A. There are both advantages and disadvantages in having bureaucrats on this commission. The bureaucratic style will change the image of the NHRC from an anti-government or NGO-like body to a softer accommodative mechanism. But the weakness is we will have less access to the grass roots. That’s why we need to adapt our solo working style to be collaborative with a networking entity.
AHRC comment: Here the real purpose of assigning bureaucrats and academics to run the NHRC becomes clear. It is in the fraudulent idea that a softly-softly approach to human rights of the sort that has been used for years in Thailand to entrench the status quo is the future for the commission. It signifies a return to old elite habits and away from a so-called anti-government approach associated with non-government organisations. That approach, the chairwoman implies, is not good and not the right way for Thai people, who surely would prefer to have a more bureaucratic NHRC in accordance with the cultural expectations that the elite have assigned to them.
Q. How will the NHRC undertake the significant mandate of filing a lawsuit against human rights violators?
A. The commission will not be acting as a law office, filing individual cases, but will create an environment for concerned agencies to work together.
AHRC comment: One of the things that apologists for the 2006 coup pointed to in the new constitution was that it would give the NHRC the power to file cases in court (section 257, para. 4). Now the new chairperson indicates that she has no interest to exercise this power. Instead her commission will just “create an environment”. In the next part of her answer she tries to explain what that means.
A. Through the NGO and grass-roots networking and cooperation with various law enforcement agencies, as well as our own research and academic arms, legal action could be handled by those respective agencies in a more coordinated and effective manner.
AHRC comment: First the chairwoman doesn’t like the non-government organisations’ approach and implicitly denigrates them for being anti-government in style on human rights. Then she says that her commission will find a way to make them all cooperate together. Here again is the giant fraud that has for years been used by the elite in Thailand, of which the chairperson is a member, to co-opt and emasculate civil society groups and thereby deny the emergence of a genuine human rights movement in the country. The chairwoman is in this respect no more than another part in a desperate strategy for continued elite control of the human rights discourse and agenda in Thailand, against the real meaning of human rights.

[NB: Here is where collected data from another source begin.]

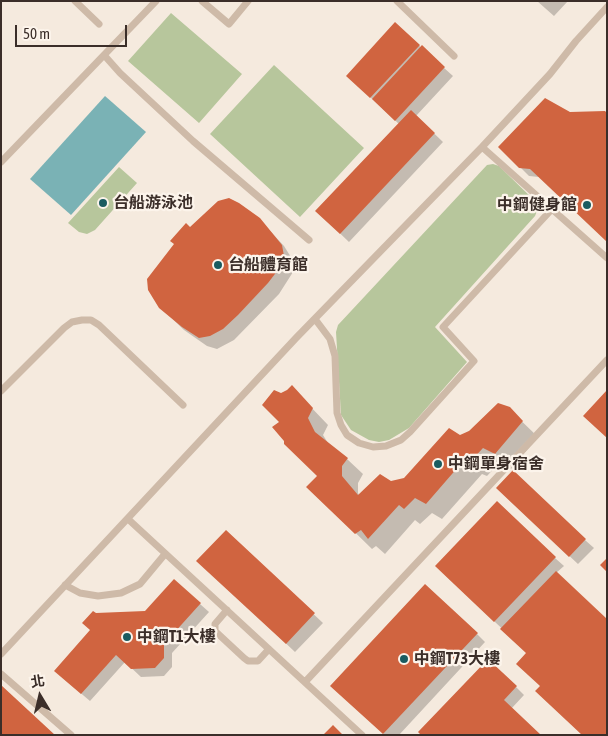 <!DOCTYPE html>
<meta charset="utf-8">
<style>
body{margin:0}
#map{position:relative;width:608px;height:736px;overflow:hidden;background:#f5eade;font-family:"Asap Condensed","Noto Sans TC",sans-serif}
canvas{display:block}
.frame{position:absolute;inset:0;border:2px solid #3b2e29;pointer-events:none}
.north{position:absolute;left:15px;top:671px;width:50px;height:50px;-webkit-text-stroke:4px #fcf4eb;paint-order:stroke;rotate:351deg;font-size:14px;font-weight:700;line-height:20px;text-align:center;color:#3b2e29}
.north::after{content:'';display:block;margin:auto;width:18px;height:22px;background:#3b2e29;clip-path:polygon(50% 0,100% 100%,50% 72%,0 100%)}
.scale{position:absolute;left:15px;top:25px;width:112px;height:22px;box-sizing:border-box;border:2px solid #3b2e29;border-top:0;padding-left:6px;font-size:15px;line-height:18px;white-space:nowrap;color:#3b2e29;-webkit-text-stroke:4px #fcf4eb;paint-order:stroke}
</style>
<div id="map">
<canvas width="608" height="736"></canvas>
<div class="frame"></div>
<div class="north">北</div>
<div class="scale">50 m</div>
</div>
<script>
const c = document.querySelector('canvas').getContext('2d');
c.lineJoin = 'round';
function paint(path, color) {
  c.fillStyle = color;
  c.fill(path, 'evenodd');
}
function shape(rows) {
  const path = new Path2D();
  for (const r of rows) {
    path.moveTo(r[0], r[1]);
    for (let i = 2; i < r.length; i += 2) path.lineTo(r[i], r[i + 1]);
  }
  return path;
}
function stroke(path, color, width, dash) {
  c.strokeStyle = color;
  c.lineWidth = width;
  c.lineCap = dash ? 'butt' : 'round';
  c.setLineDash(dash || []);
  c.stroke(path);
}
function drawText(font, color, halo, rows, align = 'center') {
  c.font = font + ' "Asap Condensed","Noto Sans TC",sans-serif';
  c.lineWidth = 4.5;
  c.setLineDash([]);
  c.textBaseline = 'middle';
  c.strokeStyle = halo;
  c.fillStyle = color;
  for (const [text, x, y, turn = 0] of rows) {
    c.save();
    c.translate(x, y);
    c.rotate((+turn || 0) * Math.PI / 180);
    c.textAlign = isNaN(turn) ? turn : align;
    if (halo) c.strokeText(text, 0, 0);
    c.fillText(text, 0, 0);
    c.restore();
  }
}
paint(shape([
 [171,13,242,74,199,123,128,61],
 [274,65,364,148,300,217,210,134],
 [493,164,499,166,536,202,537,211,535,216,435,327,467,362,409,428,389,440,379,442,369,440,351,430,341,415,336,332,338,325,487,165],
 [119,167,137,183,95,230,87,234,79,232,68,223]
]), '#b7c69c');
paint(shape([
 [105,96,146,132,71,215,30,179]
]), '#7ab2b5');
paint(shape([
 [537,1,568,1,554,16],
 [395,24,453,76,416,116,443,142,349,242,326,220,399,124,356,84],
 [570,113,539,177,529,176,500,147],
 [259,219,284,246,294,262,293,272,279,294,234,340,217,349,207,346,184,330,160,307,190,229],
 [307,403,328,425,323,435,328,443,347,459,363,474,358,483,358,493,359,495,391,482,404,479,460,436,509,409,538,437,511,469,499,463,487,476,482,474,442,519,432,513,420,524,415,520,385,554,376,546,372,549,324,502,318,476,286,444],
 [506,497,585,540,594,548,578,564],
 [226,532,323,623,295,652,207,569],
 [555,558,564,566,556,573,541,686,528,653,445,575],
 [200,604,209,612,172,653,172,667,164,676,141,677,125,662,90,701,64,679,92,630,96,614,145,612],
 [477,634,485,642,399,735,385,735,341,694],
 [516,687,524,695,511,709,422,735]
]), '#0003');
paint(shape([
 [395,22,420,45,370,98,346,76],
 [422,45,445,67,395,121,372,99],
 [545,98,570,112,605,111,607,113,607,242,530,169,519,168,498,147],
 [411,110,435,133,340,234,315,211],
 [229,198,239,203,260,218,282,245,284,256,278,270,268,283,238,315,223,329,210,336,199,338,182,327,159,308,148,290,147,279,174,244,170,241,186,223,190,227,218,201],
 [292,385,313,408,308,418,315,432,348,458,342,466,342,476,358,495,380,474,391,481,404,478,449,428,460,435,469,431,498,403,510,407,523,421,495,454,483,448,471,461,465,459,426,504,415,498,404,509,399,505,368,539,361,530,355,534,306,487,317,476,284,444,284,441,272,427,279,422,262,405,274,390,281,393,287,390],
 [607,390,607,438,583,416],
 [513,470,586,539,569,557,496,488],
 [497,501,556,557,494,622,435,566],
 [226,530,315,613,286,644,196,561],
 [607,558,607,572,600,565],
 [556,571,607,619,607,735,582,735,535,691,540,686,516,664,526,653,500,629],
 [174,579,201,603,164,644,164,658,155,668,131,669,116,655,81,694,54,671,90,630,82,623,93,611,96,613,145,611],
 [425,584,478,633,383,734,330,686],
 [488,659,517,686,504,700,541,735,421,735,418,732],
 [1,685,55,735,1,735],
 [333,725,343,735,323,735]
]), '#d06440');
stroke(shape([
 [75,1,99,24],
 [202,1,229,24,248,1],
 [397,1,454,56],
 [104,55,120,73,193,141,309,240],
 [482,147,607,258],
 [1,162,156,1],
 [315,319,330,339,335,356,337,413,341,425,347,435,359,443,373,447,386,446,401,440,410,432,474,361,443,327,552,209],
 [1,391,64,328,72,322,82,320,91,320,99,325,183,405],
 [128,519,362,735],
 [65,585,80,593,98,596,121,593,140,584,165,554],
 [227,610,215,624,215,631,244,658,248,661,258,661,269,649],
 [1,654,296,338,482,147,550,74,576,41,607,7],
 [1,674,71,735],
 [305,682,607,360]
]), '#cebaa8', 7);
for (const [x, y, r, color] of [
 [103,203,5,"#1a5b60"],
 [587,205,5,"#1a5b60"],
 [218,265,5,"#1a5b60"],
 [438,464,5,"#1a5b60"],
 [127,637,5,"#1a5b60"],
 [404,659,5,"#1a5b60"]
]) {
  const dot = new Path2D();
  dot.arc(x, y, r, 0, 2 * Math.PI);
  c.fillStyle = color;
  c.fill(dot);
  stroke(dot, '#fcf4eb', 2);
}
drawText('bold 16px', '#3b2e29', '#fcf4eb', [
 ["台船游泳池",113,203],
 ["中鋼健身館",577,205,"right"],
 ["台船體育館",228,265],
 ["中鋼單身宿舍",448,464],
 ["中鋼T1大樓",137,637],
 ["中鋼T73大樓",414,659]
], 'left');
</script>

Q. How will the Asean human rights mechanism and the National Human Rights Commission work?
A. There are some worries that the regional human rights body might not be strong enough. But I think we should have it first and shape it later. I don’t think there will be overlapping areas of work between the national human rights body and the Asean body, which should take up regional issues such as the Rohingya displaced people better than the NHRC.

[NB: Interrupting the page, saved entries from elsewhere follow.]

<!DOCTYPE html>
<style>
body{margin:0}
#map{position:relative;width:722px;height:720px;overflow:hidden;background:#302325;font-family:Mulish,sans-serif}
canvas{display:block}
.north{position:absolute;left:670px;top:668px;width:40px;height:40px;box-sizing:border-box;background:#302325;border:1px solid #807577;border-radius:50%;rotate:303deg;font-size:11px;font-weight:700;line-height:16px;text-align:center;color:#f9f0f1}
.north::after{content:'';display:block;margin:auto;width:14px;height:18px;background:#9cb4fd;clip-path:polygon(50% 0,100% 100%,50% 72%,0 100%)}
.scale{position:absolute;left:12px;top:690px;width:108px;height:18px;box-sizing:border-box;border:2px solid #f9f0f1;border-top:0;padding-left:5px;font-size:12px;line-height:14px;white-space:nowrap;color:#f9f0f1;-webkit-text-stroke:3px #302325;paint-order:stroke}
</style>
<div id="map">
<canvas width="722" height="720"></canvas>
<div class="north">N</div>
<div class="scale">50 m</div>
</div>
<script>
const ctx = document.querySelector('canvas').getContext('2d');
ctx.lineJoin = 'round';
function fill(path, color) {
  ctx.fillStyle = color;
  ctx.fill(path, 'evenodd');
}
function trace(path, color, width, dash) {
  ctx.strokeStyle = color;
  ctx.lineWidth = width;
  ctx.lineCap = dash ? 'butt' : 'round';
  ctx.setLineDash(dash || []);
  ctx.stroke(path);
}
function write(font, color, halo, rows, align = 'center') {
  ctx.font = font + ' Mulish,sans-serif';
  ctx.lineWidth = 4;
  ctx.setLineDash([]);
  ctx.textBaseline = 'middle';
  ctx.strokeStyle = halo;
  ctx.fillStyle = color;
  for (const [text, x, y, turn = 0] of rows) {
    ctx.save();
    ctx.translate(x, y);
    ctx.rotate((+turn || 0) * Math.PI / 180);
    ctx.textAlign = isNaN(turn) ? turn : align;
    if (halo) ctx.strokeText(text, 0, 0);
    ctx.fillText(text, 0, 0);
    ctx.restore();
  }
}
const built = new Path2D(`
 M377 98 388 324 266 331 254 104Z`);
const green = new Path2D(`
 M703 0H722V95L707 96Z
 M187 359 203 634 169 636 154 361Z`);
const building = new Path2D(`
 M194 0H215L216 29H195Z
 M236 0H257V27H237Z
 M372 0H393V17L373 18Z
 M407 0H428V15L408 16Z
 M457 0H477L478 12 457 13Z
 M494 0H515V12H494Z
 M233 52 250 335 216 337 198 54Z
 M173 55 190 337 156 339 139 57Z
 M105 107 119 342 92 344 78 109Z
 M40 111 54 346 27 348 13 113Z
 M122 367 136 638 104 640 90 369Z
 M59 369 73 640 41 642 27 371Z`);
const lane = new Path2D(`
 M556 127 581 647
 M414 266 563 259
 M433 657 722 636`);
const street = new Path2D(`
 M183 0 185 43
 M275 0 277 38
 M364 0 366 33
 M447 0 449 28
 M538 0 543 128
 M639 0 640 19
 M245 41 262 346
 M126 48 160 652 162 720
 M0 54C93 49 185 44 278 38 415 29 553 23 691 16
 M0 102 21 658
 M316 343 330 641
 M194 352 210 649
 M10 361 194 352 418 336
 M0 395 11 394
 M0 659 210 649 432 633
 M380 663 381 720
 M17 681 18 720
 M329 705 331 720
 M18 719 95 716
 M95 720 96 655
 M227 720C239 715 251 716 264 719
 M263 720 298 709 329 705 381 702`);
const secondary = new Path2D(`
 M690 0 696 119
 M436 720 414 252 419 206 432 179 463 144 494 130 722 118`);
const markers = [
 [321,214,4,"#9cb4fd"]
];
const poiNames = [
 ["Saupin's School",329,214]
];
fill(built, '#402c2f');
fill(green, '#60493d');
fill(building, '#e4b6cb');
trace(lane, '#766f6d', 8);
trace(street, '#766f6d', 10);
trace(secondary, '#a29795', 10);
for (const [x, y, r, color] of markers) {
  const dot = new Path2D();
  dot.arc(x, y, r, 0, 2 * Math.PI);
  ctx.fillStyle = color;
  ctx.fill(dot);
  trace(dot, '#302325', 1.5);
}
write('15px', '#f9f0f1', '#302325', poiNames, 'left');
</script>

AHRC comment: Naturally, a hard issue like the Rohingya refugees (as human rights commissioner it would not be right to call them refugees; better to say “displaced people”) will not be addressed through the NHRC because its approach is bureaucratic, soft and accommodating. Therefore, it will be left to the as-yet non-existent regional mechanism of the Association of Southeast Asian Nations, which also will do nothing. Here one of the real purposes of the ASEAN human rights body is clearly revealed for the first time: it is intended as a place for useless national human rights institutions to shift responsibilities and avoid blame coming to national authorities when people’s rights are not protected. This can be expected to happen a lot in the coming years, especially in cases coming from the meaningless and irrelevant National Human Rights Commission of Thailand.